**Records for processing:**

****

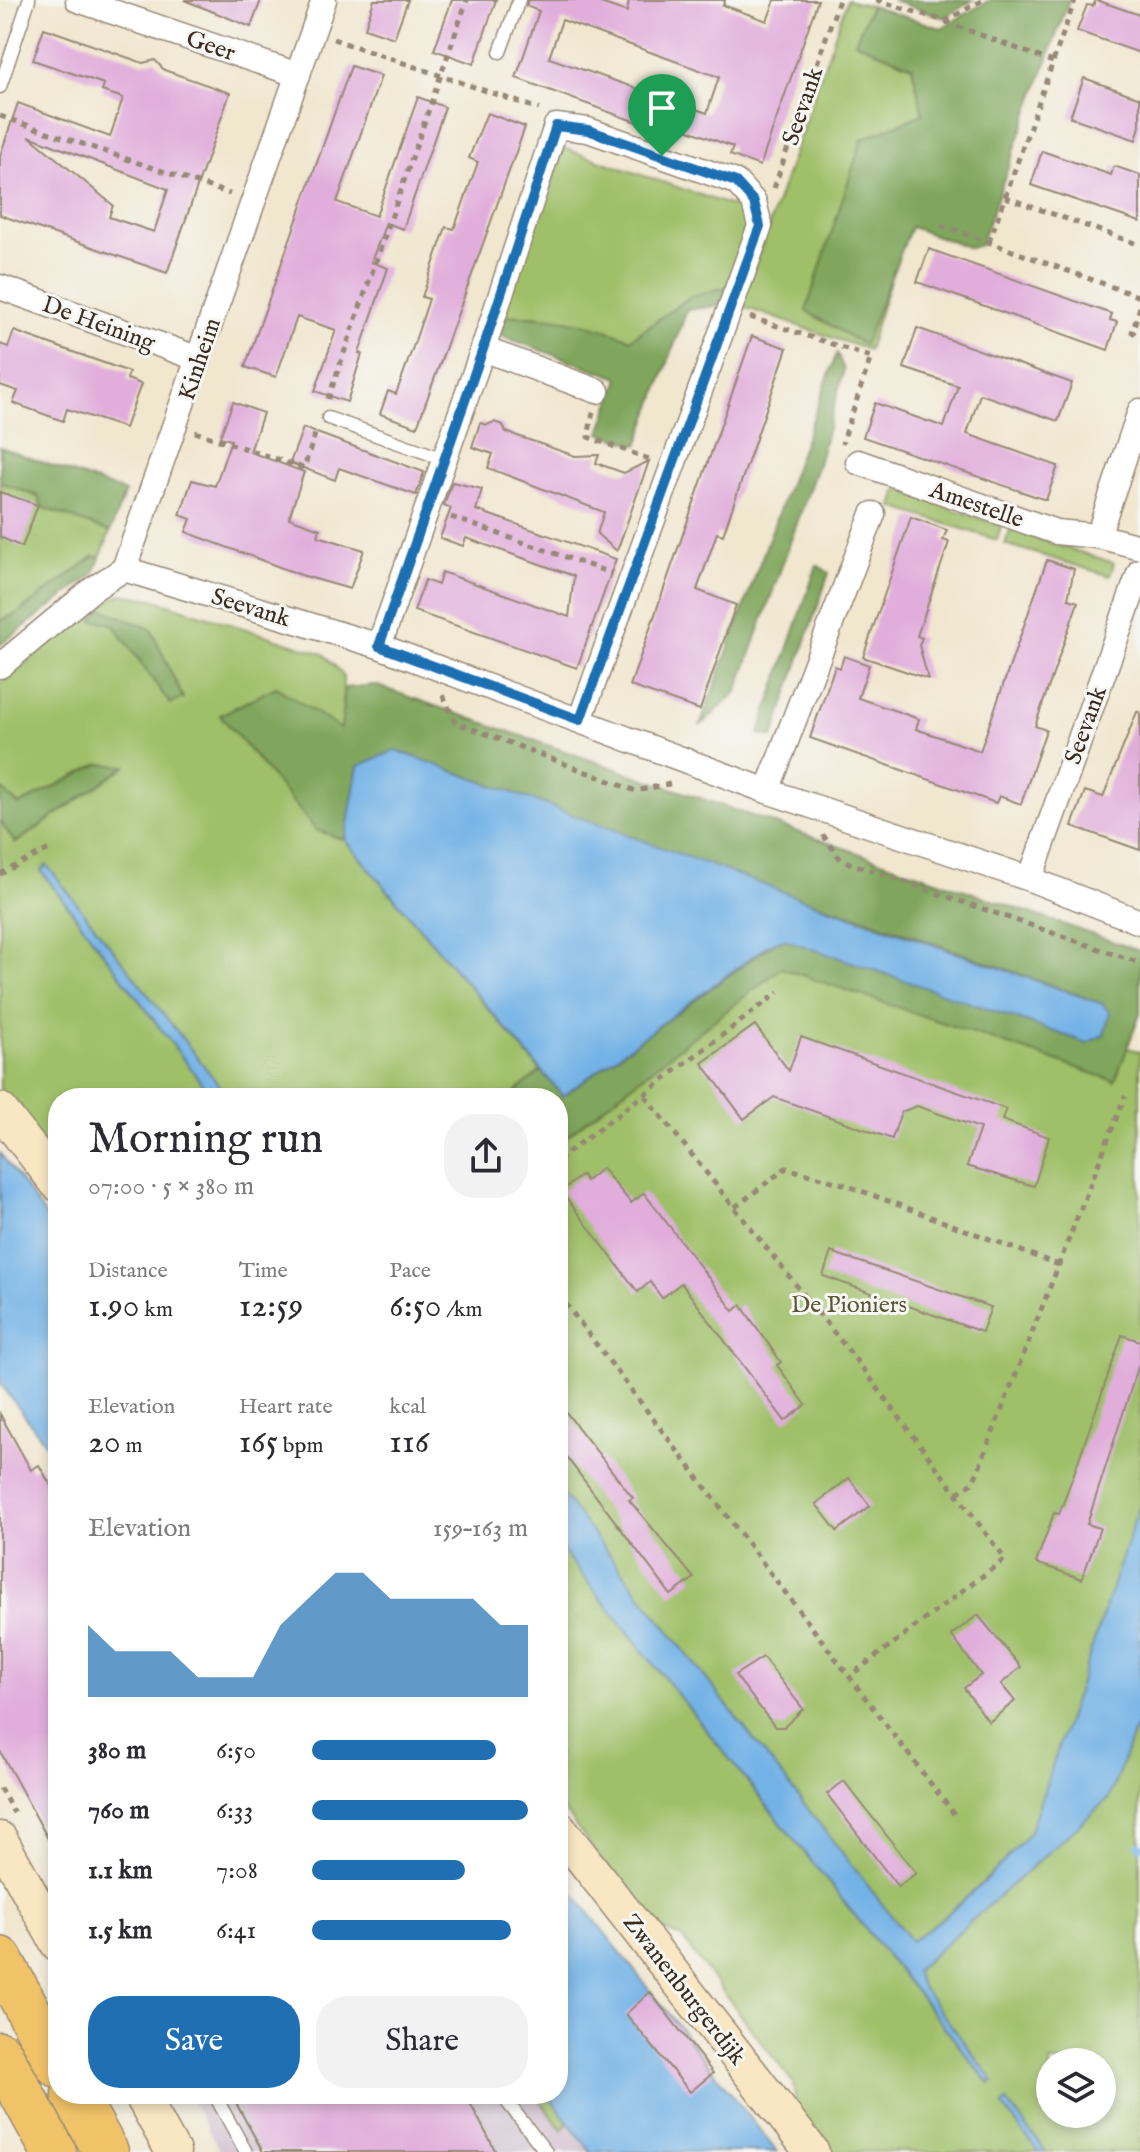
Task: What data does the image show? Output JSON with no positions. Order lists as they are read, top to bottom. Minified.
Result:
{"streets":{"street":["Geer","Seevank","De Heining","Kinheim","Amestelle","Zwanenburgerdijk"]},"crossings":[["Geer","Kinheim"],["Seevank","Kinheim"],["De Heining","Kinheim"]],"parks":["De Pioniers"],"page":{"heading":["Morning run","07:00 · 5 × 380 m"],"stats":[["Distance","1.90 km"],["Time","12:59"],["Pace","6:50 /km"],["Elevation","20 m"],["Heart rate","165 bpm"],["kcal","116"]],"chart":["Elevation","159–163 m"],"list":[{"name":"380 m","note":"6:50"},{"name":"760 m","note":"6:33"},{"name":"1.1 km","note":"7:08"},{"name":"1.5 km","note":"6:41"}],"buttons":["Save","Share"]}}
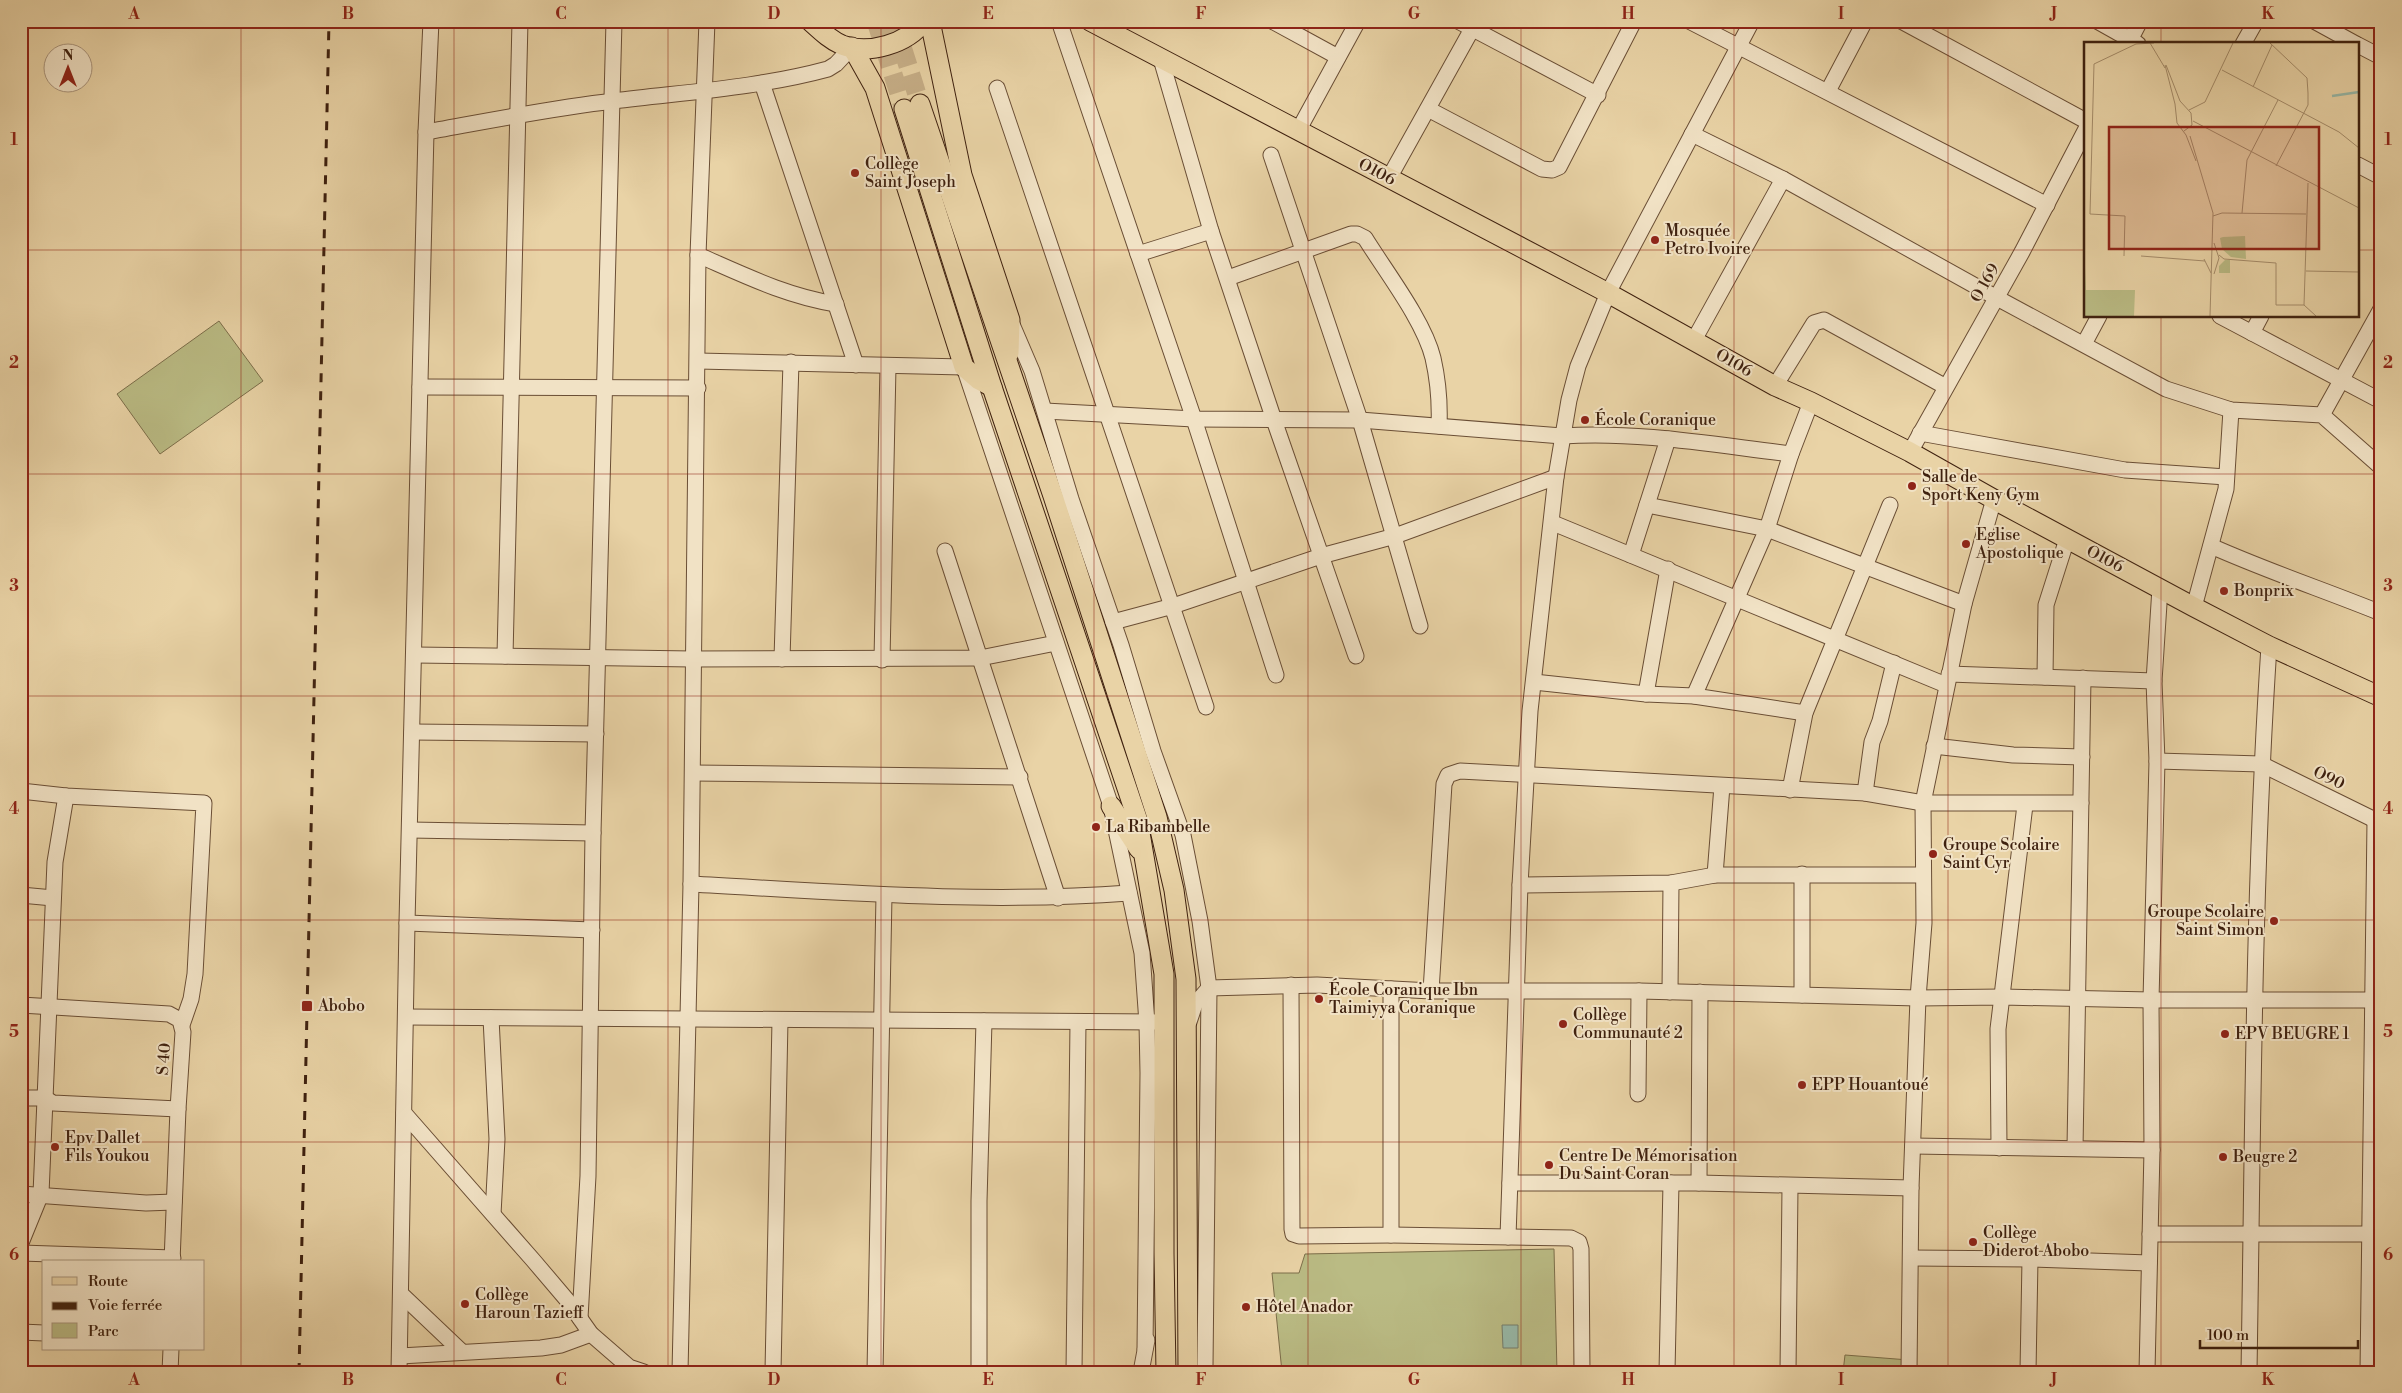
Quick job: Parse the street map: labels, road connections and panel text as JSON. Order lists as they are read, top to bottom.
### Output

****

**Goal of the exercise:** Restate the whole listing above exactly, except for its images.

**Answer section:**
Task: What data does the image show? Output JSON with no positions. Order lists as they are read, top to bottom. Minified.
Result:
{"streets":{"street":["Geer","Seevank","De Heining","Kinheim","Amestelle","Zwanenburgerdijk"]},"crossings":[["Geer","Kinheim"],["Seevank","Kinheim"],["De Heining","Kinheim"]],"parks":["De Pioniers"],"page":{"heading":["Morning run","07:00 · 5 × 380 m"],"stats":[["Distance","1.90 km"],["Time","12:59"],["Pace","6:50 /km"],["Elevation","20 m"],["Heart rate","165 bpm"],["kcal","116"]],"chart":["Elevation","159–163 m"],"list":[{"name":"380 m","note":"6:50"},{"name":"760 m","note":"6:33"},{"name":"1.1 km","note":"7:08"},{"name":"1.5 km","note":"6:41"}],"buttons":["Save","Share"]}}
Quick job: Parse the street map: labels, road connections and panel text as JSON. Order lists as they are read, top to bottom.
### Output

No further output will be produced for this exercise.